As mulheres reinventam um novo modo de autoestima em tempos de isolamento
Cuidados com o cabelo, unhas etc. deixaram de ser prioridade
“Não existem mulheres feias, apenas mulheres preguiçosas”, disse a polonesa Helena Rubinstein (1872-1965), a célebre empresária do ramo de cosméticos. Revelar a própria beleza, portanto — algo indissociável de toda mulher —, dependeria apenas de não ceder a alguma eventual prostração. Por isso, tome arrumação de cabelo, pintura de unhas, batons, cremes etc. etc. Em tempos de quarentena, no entanto, com parte do planeta submetida ao distanciamento social para frear a propagação do novo coronavírus, todos aqueles cuidados deixaram de ser prioritários no dia a dia das mulheres (sim, fiquemos aqui no terreno feminino, embora o desassossego com a aparência não exclua os homens, em face, por exemplo, das portas cerradas das barbearias).

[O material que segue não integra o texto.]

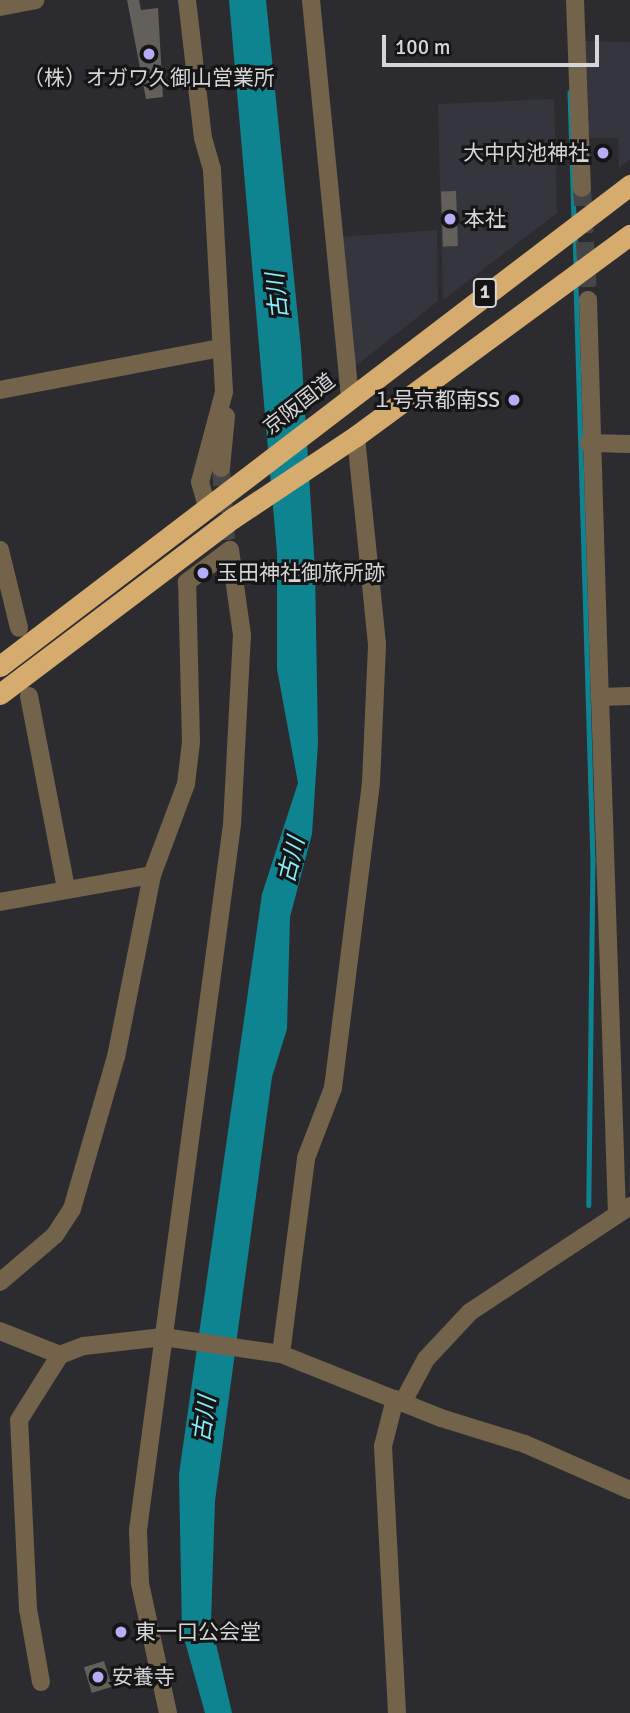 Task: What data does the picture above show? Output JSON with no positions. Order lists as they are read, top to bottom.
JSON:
{
  "streets": {
    "highway": ["1", "京阪国道"]
  },
  "water": ["古川"],
  "places": [
    "（株）オガワ久御山営業所",
    "大中内池神社",
    "本社",
    "１号京都南SS",
    "玉田神社御旅所跡",
    "東一口公会堂",
    "安養寺"
  ],
  "scale_bar": "100 m"
}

Assoberbadas de trabalho — profissional e doméstico — dentro de casa, e diante das exigências de confinamento, muitas mulheres buscam às vezes soluções inusitadas para se cuidar, como a que se vê na foto ao lado, feita em Amsterdã, na Holanda. A verdade, contudo, é que elas se sentem impossibilitadas de dar a si mesmas a atenção estética, digamos desse modo, de que gostariam. Não se trata, porém, é claro, de desleixo, de desapego — ou, em uma palavra, de preguiça. E as mulheres, aos poucos, estão começando a entender isso melhor.

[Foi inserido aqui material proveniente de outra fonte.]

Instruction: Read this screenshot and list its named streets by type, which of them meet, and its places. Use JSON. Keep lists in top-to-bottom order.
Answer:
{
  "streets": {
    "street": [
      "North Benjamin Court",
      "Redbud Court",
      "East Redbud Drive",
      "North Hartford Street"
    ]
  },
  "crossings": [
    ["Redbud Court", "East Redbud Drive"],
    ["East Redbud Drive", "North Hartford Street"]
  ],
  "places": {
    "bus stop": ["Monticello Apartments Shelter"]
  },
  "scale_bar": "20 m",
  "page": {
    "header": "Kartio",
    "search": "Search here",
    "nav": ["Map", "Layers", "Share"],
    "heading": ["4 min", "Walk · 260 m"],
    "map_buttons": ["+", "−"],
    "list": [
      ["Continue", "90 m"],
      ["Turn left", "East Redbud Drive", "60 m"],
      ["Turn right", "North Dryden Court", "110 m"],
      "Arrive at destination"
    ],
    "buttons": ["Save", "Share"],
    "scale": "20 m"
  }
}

Para a psicanalista Joana de Vilhena Novaes, coordenadora do Núcleo de Doenças da Beleza da Pontifícia Universidade Católica do Rio de Janeiro, o que está ocorrendo em virtude da pandemia é um processo de inversão de valores. “A máxima do culto ao corpo martela: ‘Para que conviver com defeitos se posso mudá-los?’. Agora, diante do novo coronavírus, que já alcançou o mundo inteiro, essa lógica não faz o menor sentido. O olhar passou a ser direcionado para a sobrevivência e não mais para a aparência”, explica ela.

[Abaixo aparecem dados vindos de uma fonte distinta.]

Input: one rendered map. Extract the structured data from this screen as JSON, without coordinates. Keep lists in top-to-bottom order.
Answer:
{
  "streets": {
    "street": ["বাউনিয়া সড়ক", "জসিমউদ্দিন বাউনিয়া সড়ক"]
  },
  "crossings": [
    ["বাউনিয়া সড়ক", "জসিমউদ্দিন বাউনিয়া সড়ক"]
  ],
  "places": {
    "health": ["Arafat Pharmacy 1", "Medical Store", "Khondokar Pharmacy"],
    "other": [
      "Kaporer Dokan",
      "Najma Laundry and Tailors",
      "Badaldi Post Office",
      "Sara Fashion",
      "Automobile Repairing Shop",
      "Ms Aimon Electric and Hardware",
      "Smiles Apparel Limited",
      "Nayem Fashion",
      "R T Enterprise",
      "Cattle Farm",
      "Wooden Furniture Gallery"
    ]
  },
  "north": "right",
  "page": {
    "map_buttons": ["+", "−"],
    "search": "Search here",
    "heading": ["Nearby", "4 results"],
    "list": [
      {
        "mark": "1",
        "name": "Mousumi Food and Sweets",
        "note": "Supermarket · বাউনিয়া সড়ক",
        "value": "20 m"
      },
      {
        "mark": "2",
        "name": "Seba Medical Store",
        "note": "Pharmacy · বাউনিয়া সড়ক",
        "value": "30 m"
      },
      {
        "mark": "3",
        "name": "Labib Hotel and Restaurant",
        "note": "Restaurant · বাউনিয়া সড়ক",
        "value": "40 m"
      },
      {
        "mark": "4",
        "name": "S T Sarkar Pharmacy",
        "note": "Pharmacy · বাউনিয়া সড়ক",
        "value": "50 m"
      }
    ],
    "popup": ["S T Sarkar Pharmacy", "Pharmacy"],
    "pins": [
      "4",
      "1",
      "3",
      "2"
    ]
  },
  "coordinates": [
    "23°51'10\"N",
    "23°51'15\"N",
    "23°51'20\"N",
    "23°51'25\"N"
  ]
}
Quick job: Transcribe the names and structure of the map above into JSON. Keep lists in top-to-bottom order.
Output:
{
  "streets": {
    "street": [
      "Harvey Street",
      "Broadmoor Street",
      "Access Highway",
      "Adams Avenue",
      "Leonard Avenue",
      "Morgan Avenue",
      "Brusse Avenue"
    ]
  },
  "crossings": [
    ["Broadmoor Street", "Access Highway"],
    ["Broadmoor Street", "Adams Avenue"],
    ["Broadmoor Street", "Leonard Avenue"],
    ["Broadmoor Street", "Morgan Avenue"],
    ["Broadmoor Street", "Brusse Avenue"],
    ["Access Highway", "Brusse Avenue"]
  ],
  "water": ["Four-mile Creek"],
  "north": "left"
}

Antes do afastamento social, toda vez que a publicitária Julia Velo aparecia na agência onde trabalha sem nenhuma pintura no rosto, os colegas, relata ela, chegavam a perguntar se estava doente. “Era impossível sair de casa sem colocar a máscara de mulher bem cuidada. Hoje em dia, quando me olho no espelho, sinto orgulho de tudo o que faço para cuidar de mim e da minha família, mesmo que pareça esteticamente ‘quebrada’”, assegura a jovem, que vive com o namorado em São Paulo. Fios brancos de cabelo, olheiras, espinhas — tudo passou a poder ficar exposto aos olhos de quem se acostumou a esconder as imperfeições, os “defeitos” do corpo. “É preciso se sentir bem consigo mesmo para conseguir cuidar melhor do outro, como o momento exige”, acredita a publicitária.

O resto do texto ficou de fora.